Como na pintura, o cinema elabora seu espaço fílmico baseado em conceitos visuais como a criação de um ponto de vista que dá consistência à perspectiva do espectador realçando assim a consistência da assimilação daquela mensagem visual. Podemos pensar então como a elaboração de espaço renascentista ainda permanece presente na elaboração do espaço fílmico do audiovisual (GAUDIN, 2019).

3. O moinho e a cruz

No filme “O Moinho e a Cruz“, o quadro “A Procissão para o Calvário“, de Pieter Brueghel, o Velho é recriado como uma obra em construção, através da preparação de personagens, figurinos e a presença do próprio artista na encenação. Os personagens e as tramas paralelas retratam o cotidiano – muitas vezes cruel e mesquinho – da Flandres do século XVI, tal qual é retratado Cristo caído com a cruz na pintura de Brueghel, um fato que passa praticamente despercebido pela sociedade tão apressada, tão ignóbil e tão absorta em si própria, associando uma característica mais humanizada a uma passagem bíblica (MESTRES, 1978).
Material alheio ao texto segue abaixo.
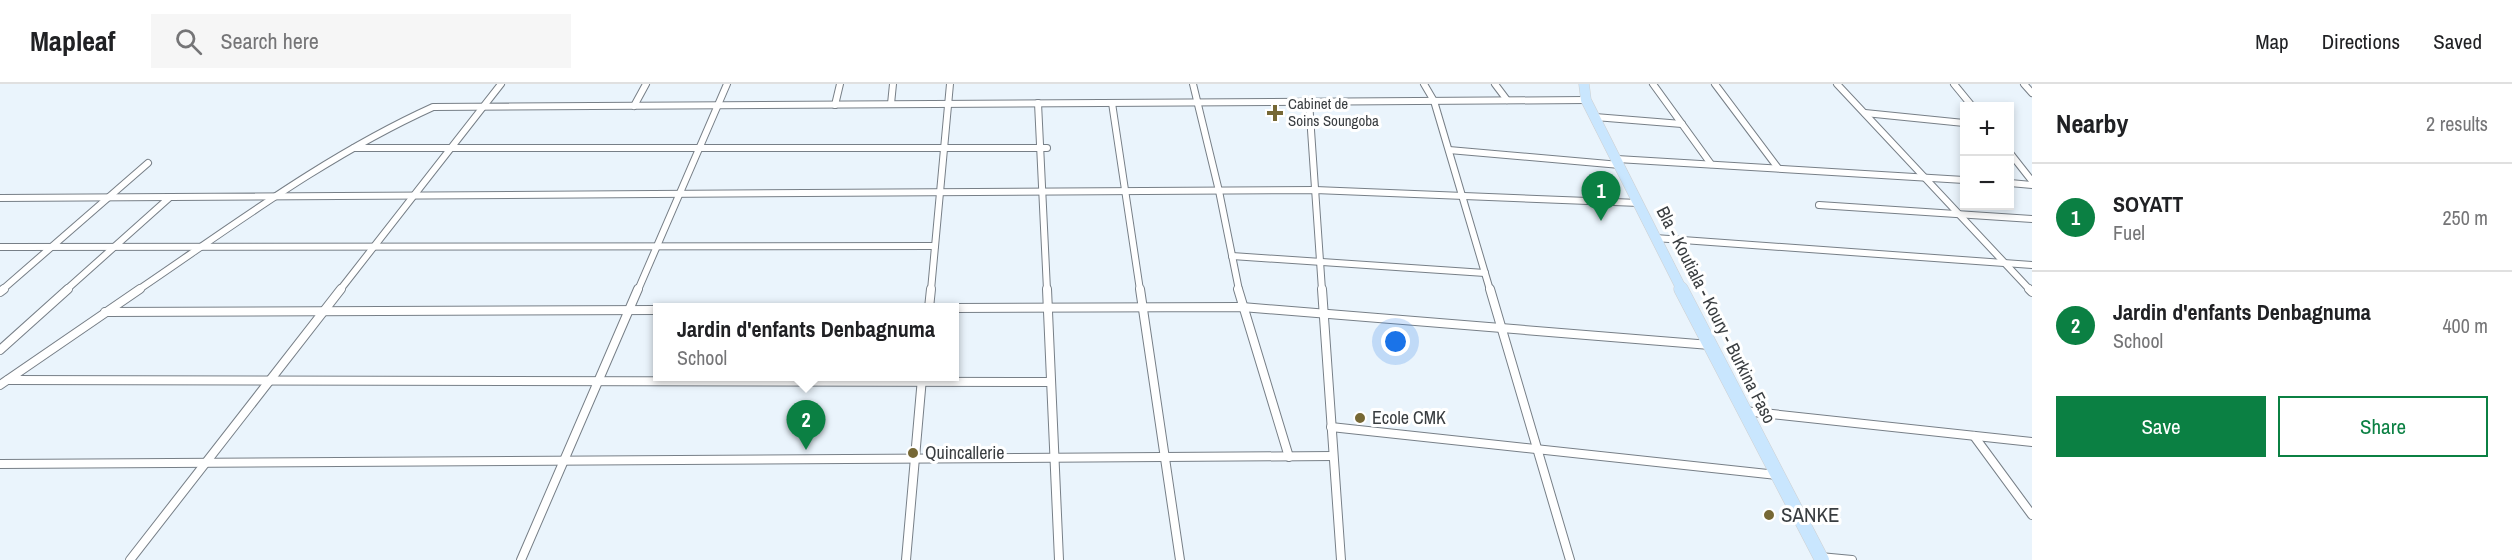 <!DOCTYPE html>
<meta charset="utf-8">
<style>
:root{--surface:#fff;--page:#f6f6f6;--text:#202124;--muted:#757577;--line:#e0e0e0;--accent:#0b8043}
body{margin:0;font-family:"Archivo Narrow",sans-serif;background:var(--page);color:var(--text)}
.controls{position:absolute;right:18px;top:18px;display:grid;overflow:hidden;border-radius:0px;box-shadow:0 3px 9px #0003}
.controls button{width:54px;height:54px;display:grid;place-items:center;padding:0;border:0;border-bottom:2px solid var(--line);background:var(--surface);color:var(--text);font:30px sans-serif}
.you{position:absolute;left:1396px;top:258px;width:21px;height:21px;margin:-15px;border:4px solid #fff;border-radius:50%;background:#1a73e8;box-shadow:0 0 0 9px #1a73e833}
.badge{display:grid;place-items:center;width:39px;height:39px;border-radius:50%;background:var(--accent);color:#fff;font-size:20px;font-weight:700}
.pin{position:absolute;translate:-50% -50px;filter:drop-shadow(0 2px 3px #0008)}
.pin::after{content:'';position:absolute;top:32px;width:21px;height:18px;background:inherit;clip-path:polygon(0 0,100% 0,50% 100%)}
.popup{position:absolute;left:653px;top:219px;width:306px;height:78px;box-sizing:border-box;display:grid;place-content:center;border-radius:0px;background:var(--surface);filter:drop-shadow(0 2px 4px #0005);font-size:20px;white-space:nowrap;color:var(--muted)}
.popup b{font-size:22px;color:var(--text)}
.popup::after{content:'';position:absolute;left:50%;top:100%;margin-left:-12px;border:12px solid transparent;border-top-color:var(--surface)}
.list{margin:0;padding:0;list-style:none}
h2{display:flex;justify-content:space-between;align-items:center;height:78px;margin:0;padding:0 24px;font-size:26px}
h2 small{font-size:20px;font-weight:400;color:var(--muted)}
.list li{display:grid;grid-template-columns:39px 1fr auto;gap:18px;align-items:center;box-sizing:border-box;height:108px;padding:0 24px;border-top:2px solid var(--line)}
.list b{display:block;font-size:22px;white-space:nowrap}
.list p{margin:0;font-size:20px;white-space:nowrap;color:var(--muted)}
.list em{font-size:20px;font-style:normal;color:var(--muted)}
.actions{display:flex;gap:12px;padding:18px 24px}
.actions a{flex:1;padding:14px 0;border:2px solid var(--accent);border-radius:0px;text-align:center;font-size:21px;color:var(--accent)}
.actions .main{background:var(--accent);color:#fff}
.icon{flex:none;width:33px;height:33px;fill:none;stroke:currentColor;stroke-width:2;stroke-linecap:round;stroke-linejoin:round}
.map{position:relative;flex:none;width:2032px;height:476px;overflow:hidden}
header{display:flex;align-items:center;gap:36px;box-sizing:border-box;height:84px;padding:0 30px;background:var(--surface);border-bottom:2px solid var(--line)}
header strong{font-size:28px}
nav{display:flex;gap:33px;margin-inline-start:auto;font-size:21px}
.search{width:420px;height:54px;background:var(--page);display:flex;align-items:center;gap:15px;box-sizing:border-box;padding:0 21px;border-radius:0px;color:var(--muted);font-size:22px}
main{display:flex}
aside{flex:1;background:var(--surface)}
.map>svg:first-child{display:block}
</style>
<header>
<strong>Mapleaf</strong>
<div class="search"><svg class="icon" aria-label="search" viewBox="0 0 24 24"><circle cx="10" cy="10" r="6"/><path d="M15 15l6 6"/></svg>Search here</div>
<nav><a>Map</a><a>Directions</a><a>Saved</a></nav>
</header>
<main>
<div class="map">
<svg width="2032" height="476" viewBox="0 0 2032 476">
<rect width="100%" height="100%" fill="#eaf4fc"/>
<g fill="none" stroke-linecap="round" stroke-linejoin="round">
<g stroke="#777f87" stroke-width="8">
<g id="minor-far1">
<polyline points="1193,0 1219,107 1239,206"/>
<polyline points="1424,0 1434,17 1490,206"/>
<polyline points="1495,0 1507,16"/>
<polyline points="1653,0 1711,80"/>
<polyline points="1715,0 1778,84"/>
<polyline points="1837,0 2030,206"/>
<polyline points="1954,0 1972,22"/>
<polyline points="2024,0 2032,9"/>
<polyline points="1309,17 1322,206"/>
<polyline points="1038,19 1047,206"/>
<polyline points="1112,19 1140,206"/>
<polyline points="891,20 893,0"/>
<polyline points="835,21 840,0"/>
<polyline points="634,22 646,0"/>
<polyline points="1865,29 1964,39"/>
<polyline points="1595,33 1682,40"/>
<polyline points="354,64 1047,64"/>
<polyline points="1449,66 1620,81"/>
<polyline points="2010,69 2032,97"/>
<polyline points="1617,75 1964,96"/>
<polyline points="2010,99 2032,101"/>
<polyline points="0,114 1315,106 1639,119"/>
<polyline points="1819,121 2032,135"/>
<polyline points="1655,154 2032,181"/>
<polyline points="0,163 935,162"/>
<polyline points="1232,172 1485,189"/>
<polyline points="2,206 148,79"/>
<polyline points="66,206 169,114"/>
<path d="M138 206C234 141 327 71 433 23L1586 16"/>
<polyline points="340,206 501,0"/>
<polyline points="638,206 727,0"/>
<polyline points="931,206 950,0"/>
</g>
</g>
<g stroke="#777f87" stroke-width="10">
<g id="minor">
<polyline points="1047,205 1059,476"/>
<polyline points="1140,205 1180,476"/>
<polyline points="1238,205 1289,373"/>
<polyline points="1322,205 1341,476"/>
<polyline points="1490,205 1570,476"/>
<polyline points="2029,205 2032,208"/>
<polyline points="0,208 4,205"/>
<polyline points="929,224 931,205"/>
<polyline points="954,224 1242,223 1710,261"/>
<polyline points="105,228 658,226"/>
<polyline points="0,266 68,205"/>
<polyline points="8,296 1051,298"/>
<polyline points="0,301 140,205"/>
<polyline points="1744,327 2032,358"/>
<polyline points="1331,343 1777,391"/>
<polyline points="1974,352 2032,431"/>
<polyline points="0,380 1333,372"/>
<polyline points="1820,473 1852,476"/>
<polyline points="130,476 341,205"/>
<polyline points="521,476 638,205"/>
<polyline points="906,476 922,294"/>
</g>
</g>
<g stroke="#cfd0d1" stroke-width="11">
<polyline id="primary-far1" points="1584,0 1586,16 1682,206"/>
</g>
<g stroke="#cfd0d1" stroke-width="15">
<polyline id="primary" points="1681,205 1822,476"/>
</g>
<use href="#minor-far1" stroke="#fff" stroke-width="6"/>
<use href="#minor" stroke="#fff" stroke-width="8"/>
<use href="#primary-far1" stroke="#c9e6fe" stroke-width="10"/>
<use href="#primary" stroke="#c9e6fe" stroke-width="14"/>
</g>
<g fill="#766835" stroke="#fff" stroke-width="2">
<path d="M1272 20h6v6h6v6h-6v6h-6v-6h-6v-6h6z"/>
<circle cx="1360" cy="334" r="6"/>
<circle cx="913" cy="369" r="6"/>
<circle cx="1769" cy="431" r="6"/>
</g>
<g text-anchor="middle" stroke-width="6" stroke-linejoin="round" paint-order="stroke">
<g font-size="15" fill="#393d40" stroke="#fff" text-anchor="start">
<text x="1288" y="25">Cabinet de<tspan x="1288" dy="17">Soins Soungoba</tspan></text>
</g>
<g font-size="18" fill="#393d40" stroke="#fff">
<text transform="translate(1716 231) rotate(63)" y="6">Bla - Koutiala - Koury - Burkina Faso</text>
</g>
<g font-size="18" fill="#393d40" stroke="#fff" text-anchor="start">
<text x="1372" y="340">Ecole CMK</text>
<text x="925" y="375">Quincallerie</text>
</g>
<g font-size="21" fill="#393d40" stroke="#fff" text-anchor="start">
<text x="1781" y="438">SANKE</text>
</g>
</g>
</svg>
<div class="controls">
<button>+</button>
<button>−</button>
</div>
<div class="you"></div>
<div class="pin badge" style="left:1601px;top:137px">1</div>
<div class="pin badge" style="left:806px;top:366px">2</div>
<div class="popup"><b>Jardin d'enfants Denbagnuma</b>School</div>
</div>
<aside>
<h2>Nearby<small>2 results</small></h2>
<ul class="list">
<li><span class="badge">1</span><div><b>SOYATT</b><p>Fuel</p></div><em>250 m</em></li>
<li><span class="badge">2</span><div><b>Jardin d'enfants Denbagnuma</b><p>School</p></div><em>400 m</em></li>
</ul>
<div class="actions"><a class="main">Save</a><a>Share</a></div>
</aside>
</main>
Figura 1 – Pieter Brueghel, o velho – “Caminho Do Calvário” (1564) – Óleo Sobre Madeira – 124 cm × 170 cm  – Kunsthistorisches Museum, Viena, Áustria – Fonte: Wikimedia1.

Esses personagens secundários aparecem como recriação do ambiente e inspiração visual para a obra. O cenário também é enriquecido visualmente através do uso de fundos pintados à mão.

Segundo Gaudin (2019) a partir da primeira imagem do primeiro plano de um filme, o espectador já se sente envolvido pela atmosfera e espaço de um filme. No momento em que se inicia a projeção, ele encontra-se absorto por aquele espaço visível na tela através de uma sensação corpórea na qual a pessoa projeta suas percepções e sensações dentro do universo fílmico.

Durante o tempo da duração da exibição do filme o espectador vivencia uma imersão naquele mundo exibido pelo espaço fílmico tal qual uma pessoa entranhada em seu sonho onde acontecimentos sucedem-se de forma que diversas camadas são relacionadas a diferentes sensações corpóreas e sensíveis relacionadas a narrativas pessoais (PROECHT, 2013).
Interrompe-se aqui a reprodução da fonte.